■ Raw data:
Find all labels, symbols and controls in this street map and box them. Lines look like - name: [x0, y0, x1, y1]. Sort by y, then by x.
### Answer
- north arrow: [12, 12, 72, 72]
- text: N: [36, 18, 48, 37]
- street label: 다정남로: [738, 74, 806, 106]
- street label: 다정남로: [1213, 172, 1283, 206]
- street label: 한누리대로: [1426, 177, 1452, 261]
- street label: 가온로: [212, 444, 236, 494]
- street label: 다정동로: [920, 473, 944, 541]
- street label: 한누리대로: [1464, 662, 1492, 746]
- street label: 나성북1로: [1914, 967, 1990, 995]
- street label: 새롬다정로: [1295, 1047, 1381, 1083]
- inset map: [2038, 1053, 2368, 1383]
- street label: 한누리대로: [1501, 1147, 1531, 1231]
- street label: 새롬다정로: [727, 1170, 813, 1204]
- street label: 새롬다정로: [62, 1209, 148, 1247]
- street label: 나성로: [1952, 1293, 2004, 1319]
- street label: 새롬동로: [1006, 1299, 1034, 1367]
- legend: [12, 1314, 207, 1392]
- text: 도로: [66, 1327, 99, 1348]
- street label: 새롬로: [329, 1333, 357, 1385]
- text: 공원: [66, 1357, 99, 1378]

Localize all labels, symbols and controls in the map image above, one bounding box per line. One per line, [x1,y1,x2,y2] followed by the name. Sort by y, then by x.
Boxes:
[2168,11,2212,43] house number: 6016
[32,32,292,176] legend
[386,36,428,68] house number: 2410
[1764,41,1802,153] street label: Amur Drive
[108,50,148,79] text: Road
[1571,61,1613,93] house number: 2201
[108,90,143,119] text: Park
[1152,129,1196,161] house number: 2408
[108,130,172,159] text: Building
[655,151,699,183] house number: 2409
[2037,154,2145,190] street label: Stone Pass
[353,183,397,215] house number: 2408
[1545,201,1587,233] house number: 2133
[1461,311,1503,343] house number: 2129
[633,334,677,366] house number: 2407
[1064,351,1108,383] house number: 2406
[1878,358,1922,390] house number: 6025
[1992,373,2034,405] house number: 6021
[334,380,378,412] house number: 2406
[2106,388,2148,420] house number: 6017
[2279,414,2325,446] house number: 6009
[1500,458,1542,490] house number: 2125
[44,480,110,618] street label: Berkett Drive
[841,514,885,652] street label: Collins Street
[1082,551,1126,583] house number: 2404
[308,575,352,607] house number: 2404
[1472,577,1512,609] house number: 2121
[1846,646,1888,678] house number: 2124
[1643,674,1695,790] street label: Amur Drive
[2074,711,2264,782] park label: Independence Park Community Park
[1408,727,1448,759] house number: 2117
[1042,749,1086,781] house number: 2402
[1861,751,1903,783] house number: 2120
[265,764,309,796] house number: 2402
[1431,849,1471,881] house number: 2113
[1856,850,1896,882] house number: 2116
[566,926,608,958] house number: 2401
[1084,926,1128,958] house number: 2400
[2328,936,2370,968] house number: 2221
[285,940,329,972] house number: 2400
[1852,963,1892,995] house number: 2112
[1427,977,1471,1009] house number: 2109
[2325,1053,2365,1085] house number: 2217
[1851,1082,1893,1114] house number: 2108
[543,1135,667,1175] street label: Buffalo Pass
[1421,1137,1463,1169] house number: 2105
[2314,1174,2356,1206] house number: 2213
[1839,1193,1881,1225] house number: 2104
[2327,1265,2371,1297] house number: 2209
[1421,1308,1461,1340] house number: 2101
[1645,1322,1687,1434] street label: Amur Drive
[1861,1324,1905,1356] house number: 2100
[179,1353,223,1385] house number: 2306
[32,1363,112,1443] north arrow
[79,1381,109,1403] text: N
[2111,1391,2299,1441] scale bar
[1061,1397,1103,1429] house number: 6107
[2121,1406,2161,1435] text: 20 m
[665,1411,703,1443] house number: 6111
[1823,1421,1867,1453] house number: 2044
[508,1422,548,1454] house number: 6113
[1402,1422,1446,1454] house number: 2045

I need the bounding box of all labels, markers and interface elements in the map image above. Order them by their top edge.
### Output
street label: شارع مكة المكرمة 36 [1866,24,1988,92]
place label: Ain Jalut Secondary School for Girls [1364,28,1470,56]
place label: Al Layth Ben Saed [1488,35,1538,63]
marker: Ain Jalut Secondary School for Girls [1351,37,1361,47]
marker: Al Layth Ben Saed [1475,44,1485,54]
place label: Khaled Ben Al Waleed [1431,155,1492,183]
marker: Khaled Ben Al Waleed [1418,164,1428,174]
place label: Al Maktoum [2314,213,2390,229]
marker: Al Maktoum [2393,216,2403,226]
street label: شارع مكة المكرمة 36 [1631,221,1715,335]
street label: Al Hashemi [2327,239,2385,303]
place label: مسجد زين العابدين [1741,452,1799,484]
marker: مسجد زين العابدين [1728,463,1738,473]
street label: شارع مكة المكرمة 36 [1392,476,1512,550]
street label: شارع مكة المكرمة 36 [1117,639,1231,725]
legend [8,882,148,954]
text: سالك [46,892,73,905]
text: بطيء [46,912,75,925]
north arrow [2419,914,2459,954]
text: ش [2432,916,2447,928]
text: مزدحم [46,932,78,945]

■ What the task asks:
The output must reproduce the whole listing without a single change.

■ Response area:
Find all labels, symbols and controls in this street map and box them. Lines look like - name: [x0, y0, x1, y1]. Sort by y, then by x.
### Answer
- north arrow: [12, 12, 72, 72]
- text: N: [36, 18, 48, 37]
- street label: 다정남로: [738, 74, 806, 106]
- street label: 다정남로: [1213, 172, 1283, 206]
- street label: 한누리대로: [1426, 177, 1452, 261]
- street label: 가온로: [212, 444, 236, 494]
- street label: 다정동로: [920, 473, 944, 541]
- street label: 한누리대로: [1464, 662, 1492, 746]
- street label: 나성북1로: [1914, 967, 1990, 995]
- street label: 새롬다정로: [1295, 1047, 1381, 1083]
- inset map: [2038, 1053, 2368, 1383]
- street label: 한누리대로: [1501, 1147, 1531, 1231]
- street label: 새롬다정로: [727, 1170, 813, 1204]
- street label: 새롬다정로: [62, 1209, 148, 1247]
- street label: 나성로: [1952, 1293, 2004, 1319]
- street label: 새롬동로: [1006, 1299, 1034, 1367]
- legend: [12, 1314, 207, 1392]
- text: 도로: [66, 1327, 99, 1348]
- street label: 새롬로: [329, 1333, 357, 1385]
- text: 공원: [66, 1357, 99, 1378]

Localize all labels, symbols and controls in the map image above, one bounding box per line. One per line, [x1,y1,x2,y2] followed by the name. Sort by y, then by x.
Boxes:
[2168,11,2212,43] house number: 6016
[32,32,292,176] legend
[386,36,428,68] house number: 2410
[1764,41,1802,153] street label: Amur Drive
[108,50,148,79] text: Road
[1571,61,1613,93] house number: 2201
[108,90,143,119] text: Park
[1152,129,1196,161] house number: 2408
[108,130,172,159] text: Building
[655,151,699,183] house number: 2409
[2037,154,2145,190] street label: Stone Pass
[353,183,397,215] house number: 2408
[1545,201,1587,233] house number: 2133
[1461,311,1503,343] house number: 2129
[633,334,677,366] house number: 2407
[1064,351,1108,383] house number: 2406
[1878,358,1922,390] house number: 6025
[1992,373,2034,405] house number: 6021
[334,380,378,412] house number: 2406
[2106,388,2148,420] house number: 6017
[2279,414,2325,446] house number: 6009
[1500,458,1542,490] house number: 2125
[44,480,110,618] street label: Berkett Drive
[841,514,885,652] street label: Collins Street
[1082,551,1126,583] house number: 2404
[308,575,352,607] house number: 2404
[1472,577,1512,609] house number: 2121
[1846,646,1888,678] house number: 2124
[1643,674,1695,790] street label: Amur Drive
[2074,711,2264,782] park label: Independence Park Community Park
[1408,727,1448,759] house number: 2117
[1042,749,1086,781] house number: 2402
[1861,751,1903,783] house number: 2120
[265,764,309,796] house number: 2402
[1431,849,1471,881] house number: 2113
[1856,850,1896,882] house number: 2116
[566,926,608,958] house number: 2401
[1084,926,1128,958] house number: 2400
[2328,936,2370,968] house number: 2221
[285,940,329,972] house number: 2400
[1852,963,1892,995] house number: 2112
[1427,977,1471,1009] house number: 2109
[2325,1053,2365,1085] house number: 2217
[1851,1082,1893,1114] house number: 2108
[543,1135,667,1175] street label: Buffalo Pass
[1421,1137,1463,1169] house number: 2105
[2314,1174,2356,1206] house number: 2213
[1839,1193,1881,1225] house number: 2104
[2327,1265,2371,1297] house number: 2209
[1421,1308,1461,1340] house number: 2101
[1645,1322,1687,1434] street label: Amur Drive
[1861,1324,1905,1356] house number: 2100
[179,1353,223,1385] house number: 2306
[32,1363,112,1443] north arrow
[79,1381,109,1403] text: N
[2111,1391,2299,1441] scale bar
[1061,1397,1103,1429] house number: 6107
[2121,1406,2161,1435] text: 20 m
[665,1411,703,1443] house number: 6111
[1823,1421,1867,1453] house number: 2044
[508,1422,548,1454] house number: 6113
[1402,1422,1446,1454] house number: 2045

I need the bounding box of all labels, markers and interface elements in the map image above. Order them by their top edge.
### Output
street label: شارع مكة المكرمة 36 [1866,24,1988,92]
place label: Ain Jalut Secondary School for Girls [1364,28,1470,56]
place label: Al Layth Ben Saed [1488,35,1538,63]
marker: Ain Jalut Secondary School for Girls [1351,37,1361,47]
marker: Al Layth Ben Saed [1475,44,1485,54]
place label: Khaled Ben Al Waleed [1431,155,1492,183]
marker: Khaled Ben Al Waleed [1418,164,1428,174]
place label: Al Maktoum [2314,213,2390,229]
marker: Al Maktoum [2393,216,2403,226]
street label: شارع مكة المكرمة 36 [1631,221,1715,335]
street label: Al Hashemi [2327,239,2385,303]
place label: مسجد زين العابدين [1741,452,1799,484]
marker: مسجد زين العابدين [1728,463,1738,473]
street label: شارع مكة المكرمة 36 [1392,476,1512,550]
street label: شارع مكة المكرمة 36 [1117,639,1231,725]
legend [8,882,148,954]
text: سالك [46,892,73,905]
text: بطيء [46,912,75,925]
north arrow [2419,914,2459,954]
text: ش [2432,916,2447,928]
text: مزدحم [46,932,78,945]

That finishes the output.